¿Hacia dónde apunta una brújula en el espacio?

¿Te has preguntado hacia dónde apunta una brújula cuando está en el espacio? Es probable que no, ya que la brújula es más utilizada en tierra firme.
La brújula es un instrumento que ha sido usado durante más de mil años para navegar sin riesgo de perderse, y en la actualidad, sigue siendo muy utilizada, aunque ahora en métodos más tecnológicos y sofisticados (el GPS).
En el espacio, esta misma tecnología es utilizada, por ello, es que no nos hemos puesto a pensar acerca de lo que sucede si una brújula sale de la Tierra. ¿Sigue siendo igual de útil? O, en otros casos, ¿hacia dónde apuntaría su aguja?

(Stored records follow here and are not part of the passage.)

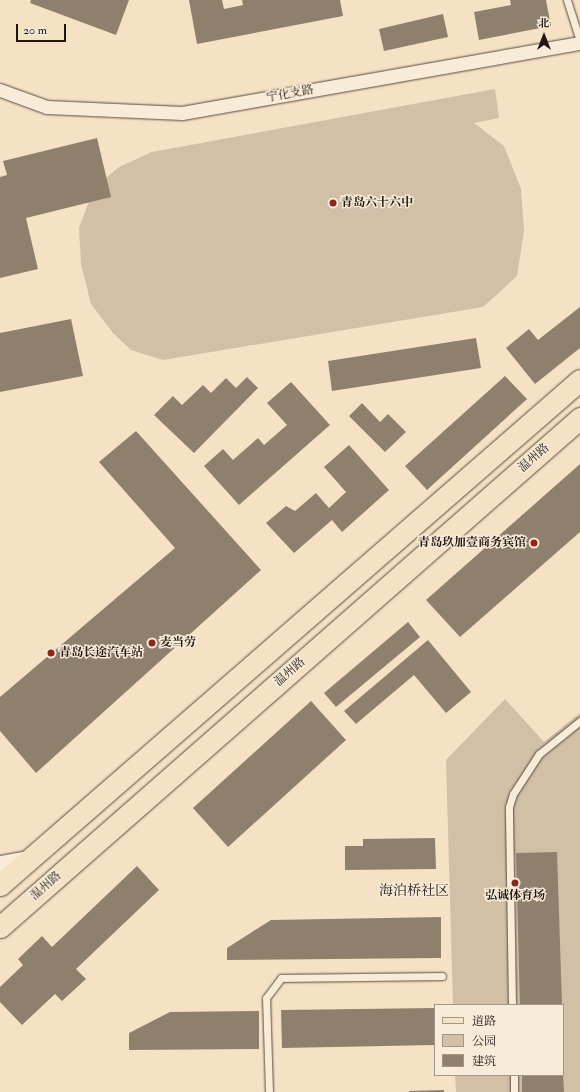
<!DOCTYPE html>
<meta charset="utf-8">
<style>
body{margin:0}
#map{position:relative;width:580px;height:1092px;overflow:hidden;background:#f5e2c4;font-family:"IM FELL Double Pica","Noto Serif SC",serif}
div>[style]{position:absolute}
.green>*{inset:0;background:#d1bfa6}
.building>*{inset:0;background:#8f806e}
.roads{filter:drop-shadow(0 0 1px #56493e) drop-shadow(0 0 1px #56493e)}
.service>*{height:7px;margin:-3.5px;padding:0 3.5px;transform-origin:3.5px;border-radius:3.5px;background:#f8ecd9}
.minor>*{height:13px;margin:-6.5px;padding:0 6.5px;transform-origin:6.5px;border-radius:6.5px;background:#f8ecd9}
.secondary>*{height:19px;margin:-9.5px;padding:0 9.5px;transform-origin:9.5px;border-radius:9.5px;background:#f8ecd9}
.primary>*{height:21px;margin:-10.5px;padding:0 10.5px;transform-origin:10.5px;border-radius:10.5px;background:#f5e2c4}
.dots>*{width:11px;height:11px;translate:-50% -50%;box-sizing:border-box;border:2px solid #f8ecd9;border-radius:50%}
span{translate:-50% -50%;white-space:nowrap;text-align:center;line-height:1.15;-webkit-text-stroke:3px #f8ecd9;paint-order:stroke}
.street-label{font-size:12px;color:#211611}
.poi-label{font-size:12px;color:#211611;font-weight:700}
.left{translate:0 -50%;text-align:left}
.right{translate:-100% -50%;text-align:right}
.quarter-label{font-size:14px;color:#211611}
.legend{position:absolute;left:434px;top:1004px;width:130px;height:72px;box-sizing:border-box;background:#f8ecd9;border:1px solid #a29689;margin:0;padding:5px 7px;list-style:none;font-size:12px;color:#211611}
.legend li{display:flex;align-items:center;gap:8px;height:20px}
.legend b{width:20px;border:1px solid #a29689}
.north{position:absolute;left:524px;top:16px;width:40px;height:40px;-webkit-text-stroke:3px #f8ecd9;paint-order:stroke;rotate:0deg;font-size:11px;font-weight:700;line-height:16px;text-align:center;color:#211611}
.north::after{content:'';display:block;margin:auto;width:14px;height:18px;background:#211611;clip-path:polygon(50% 0,100% 100%,50% 72%,0 100%)}
.scale{position:absolute;left:16px;top:24px;width:50px;height:18px;box-sizing:border-box;border:2px solid #211611;border-top:0;padding-left:5px;font-size:12px;line-height:14px;white-space:nowrap;color:#211611;-webkit-text-stroke:3px #f8ecd9;paint-order:stroke}
</style>
<div id="map">
<div class="green">
<i style="clip-path:polygon(495px 89px,499px 118px,474px 123px,504px 146px,521px 189px,524px 231px,517px 276px,483px 307px,163px 360px,131px 350px,113px 333px,91px 304px,81px 264px,79px 228px,94px 188px,119px 167px,152px 152px)"></i>
<i style="clip-path:polygon(505px 699px,544px 742px,580px 713px,580px 1092px,456px 1092px,455px 1075px,563px 1075px,563px 1005px,453px 1005px,446px 760px)"></i>
</div>
<div class="building">
<i style="clip-path:polygon(31px 0,129px 0,116px 35px,30px 3px)"></i>
<i style="clip-path:polygon(189px 0,222px 0,224px 9px,243px 5px,242px 0,340px 0,343px 16px,197px 44px)"></i>
<i style="clip-path:polygon(510px 0,546px 0,551px 26px,479px 40px,474px 12px,511px 5px)"></i>
<i style="clip-path:polygon(443px 14px,448px 37px,384px 51px,379px 29px)"></i>
<i style="clip-path:polygon(97px 138px,111px 197px,26px 218px,38px 269px,0 278px,0 177px,7px 175px,3px 161px)"></i>
<i style="clip-path:polygon(580px 307px,580px 348px,535px 384px,506px 348px,529px 329px,538px 340px)"></i>
<i style="clip-path:polygon(71px 319px,83px 376px,0 392px,0 333px)"></i>
<i style="clip-path:polygon(476px 338px,481px 368px,332px 391px,328px 361px)"></i>
<i style="clip-path:polygon(505px 376px,527px 399px,427px 490px,405px 466px)"></i>
<i style="clip-path:polygon(247px 377px,258px 388px,194px 453px,154px 415px,173px 396px,182px 405px,203px 385px,211px 393px,226px 378px,236px 388px)"></i>
<i style="clip-path:polygon(291px 382px,330px 425px,239px 505px,204px 466px,223px 449px,233px 460px,258px 438px,264px 445px,287px 425px,267px 403px)"></i>
<i style="clip-path:polygon(362px 403px,380px 422px,388px 414px,406px 432px,385px 452px,349px 416px)"></i>
<i style="clip-path:polygon(136px 431px,261px 570px,36px 773px,0 731px,0 697px,175px 548px,99px 462px)"></i>
<i style="clip-path:polygon(349px 445px,389px 490px,342px 532px,332px 520px,294px 553px,266px 523px,286px 506px,295px 511px,316px 493px,329px 508px,346px 492px,324px 467px)"></i>
<i style="clip-path:polygon(580px 464px,580px 532px,460px 637px,426px 600px)"></i>
<i style="clip-path:polygon(408px 622px,420px 637px,336px 707px,324px 693px)"></i>
<i style="clip-path:polygon(428px 640px,471px 692px,446px 713px,414px 675px,356px 724px,344px 711px)"></i>
<i style="clip-path:polygon(311px 701px,346px 740px,228px 847px,193px 808px)"></i>
<i style="clip-path:polygon(435px 838px,436px 869px,345px 870px,345px 846px,363px 846px,363px 839px)"></i>
<i style="clip-path:polygon(557px 852px,562px 1005px,520px 1005px,516px 853px)"></i>
<i style="clip-path:polygon(137px 866px,159px 890px,76px 969px,86px 979px,62px 1001px,55px 994px,22px 1025px,0 1002px,0 987px,23px 965px,18px 959px,42px 936px,52px 947px)"></i>
<i style="clip-path:polygon(441px 917px,441px 958px,227px 960px,227px 948px,271px 920px)"></i>
<i style="clip-path:polygon(435px 1008px,435px 1045px,282px 1048px,281px 1010px)"></i>
<i style="clip-path:polygon(259px 1011px,259px 1049px,129px 1050px,129px 1033px,170px 1012px)"></i>
<i style="clip-path:polygon(522px 1075px,563px 1075px,564px 1092px,522px 1092px)"></i>
<i style="clip-path:polygon(444px 1090px,444px 1092px,409px 1092px,409px 1091px)"></i>
</div>
<div class="roads">
<div class="service">
<i style="left:567px;top:0;width:43px;rotate:72.4deg"></i>
<i style="left:512px;top:1005px;width:198px;rotate:-90.9deg"></i>
<i style="left:509px;top:807px;width:14px;rotate:-73deg"></i>
<i style="left:513px;top:794px;width:48px;rotate:-57deg"></i>
<i style="left:539px;top:754px;width:53px;rotate:-38.8deg"></i>
<i style="left:514px;top:1075px;width:17px;rotate:90deg"></i>
<i style="left:269px;top:1092px;width:94px;rotate:-91.8deg"></i>
<i style="left:266px;top:998px;width:25px;rotate:-53deg"></i>
<i style="left:281px;top:978px;width:161px;rotate:-0.7deg"></i>
</div>
<div class="minor">
<i style="left:0;top:90px;width:50px;rotate:19.9deg"></i>
<i style="left:47px;top:107px;width:135px;rotate:2.5deg"></i>
<i style="left:182px;top:113px;width:404px;rotate:-10deg"></i>
</div>
<div class="secondary">
<i style="left:0;top:865px;width:29px;rotate:-10deg"></i>
</div>
<div class="primary">
<i style="left:0;top:885px;width:769px;rotate:-41.05deg"></i>
<i style="left:0;top:927px;width:772px;rotate:-41.27deg"></i>
</div>
</div>
<div class="dots">
<i style="left:333px;top:203px;background:#8f2418"></i>
<i style="left:534px;top:543px;background:#8f2418"></i>
<i style="left:152px;top:643px;background:#8f2418"></i>
<i style="left:51px;top:653px;background:#8f2418"></i>
<i style="left:515px;top:883px;background:#8f2418"></i>
</div>
<div class="street-label">
<span style="left:290px;top:94px;rotate:-10deg">宁化支路</span>
<span style="left:534px;top:458px;rotate:-41deg">温州路</span>
<span style="left:290px;top:672px;rotate:-41deg">温州路</span>
<span style="left:46px;top:886px;rotate:-41deg">温州路</span>
</div>
<div class="poi-label">
<span class="left" style="left:341px;top:203px">青岛六十六中</span>
<span class="right" style="left:526px;top:543px">青岛玖加壹商务宾馆</span>
<span class="left" style="left:160px;top:643px">麦当劳</span>
<span class="left" style="left:59px;top:653px">青岛长途汽车站</span>
<span style="left:515px;top:896px">弘诚体育场</span>
</div>
<div class="quarter-label">
<span style="left:414px;top:891px">海泊桥社区</span>
</div>
<ul class="legend">
<li><b style="height:5px;background:#f5e2c4"></b>道路</li>
<li><b style="height:11px;background:#d1bfa6"></b>公园</li>
<li><b style="height:11px;background:#8f806e"></b>建筑</li>
</ul>
<div class="north">北</div>
<div class="scale">20 m</div>
</div>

Como bien sabemos, en Tierra firme, las brújulas siempre van a apuntar hacia el norte, pero, en el espacio, la situación es diferente. Jared Espley, científico planetario del Centro de Vuelos Espaciales Goddard de la NASA, comentó para Live Science:
«Una brújula en el espacio medirá cosas diferentes [dependiendo de] dónde exactamente te encuentres en el espacio». Por esta razón, una brújula sí seguiría funcionando en el espacio, aunque es muy probable que no apunte en dirección de la Tierra.
Pero, sea cual sea el caso, seguirá apuntando hacia el polo norte, con la diferencia de que dirigirá su aguja hacia el polo norte magnético más fuerte, en relación con el lugar del espacio en el que se encuentra la brújula.
Esto sucede debido a que la brújula es un imán, por este motivo, siempre corresponderá con el campo magnético de la Tierra, o en el ejemplo del espacio, del cuerpo celeste con el campo magnético con mayor fuerza. A pesar de que la brújula apunta hacia el norte, esta se alinea naturalmente con el polo sur del campo magnético de nuestro planeta.
El campo magnético se genera mediante corrientes eléctricas que fluyen a través del núcleo metálico fundido de nuestro planeta, que giran en un motor llamado geodinamo. Hasta el momento, la Tierra es el único planeta rocoso del Sistema Solar que posee un campo magnético tan fuerte.
Este campo magnético surge del planeta a unos 37 mil kilómetros del lado que mira hacia el Sol y su extensión por detrás del planeta llega a aproximadamente 370 mil kilómetros, de acuerdo con informes de la NASA. Esta región se conoce como magnetósfera.

Volviendo al tema de la brújula, si un astronauta quisiera regresar a la Tierra usando esta herramienta, para que pudiera funcionar debidamente, debería encontrarse dentro de la magnetósfera, con el fin de que el artefacto pueda identificar el campo magnético de la Tierra.
Sin embargo, aunque las cifras anteriores son los valores aproximados, el límite no es estricto. «Incluso más allá de la magnetosfera clásica, donde diríamos que es el campo de la Tierra el que predomina o se nota, aún se pueden detectar cosas muy lejanas», detalló Espley.
Así que, si necesitásemos llegar a la Tierra por medio de una brújula, debemos estar al alcance de esta, para que así, la herramienta pueda marcarnos el regreso a casa. Estando en el espacio, podríamos orientarnos según el cuerpo celeste que tengamos más cerca.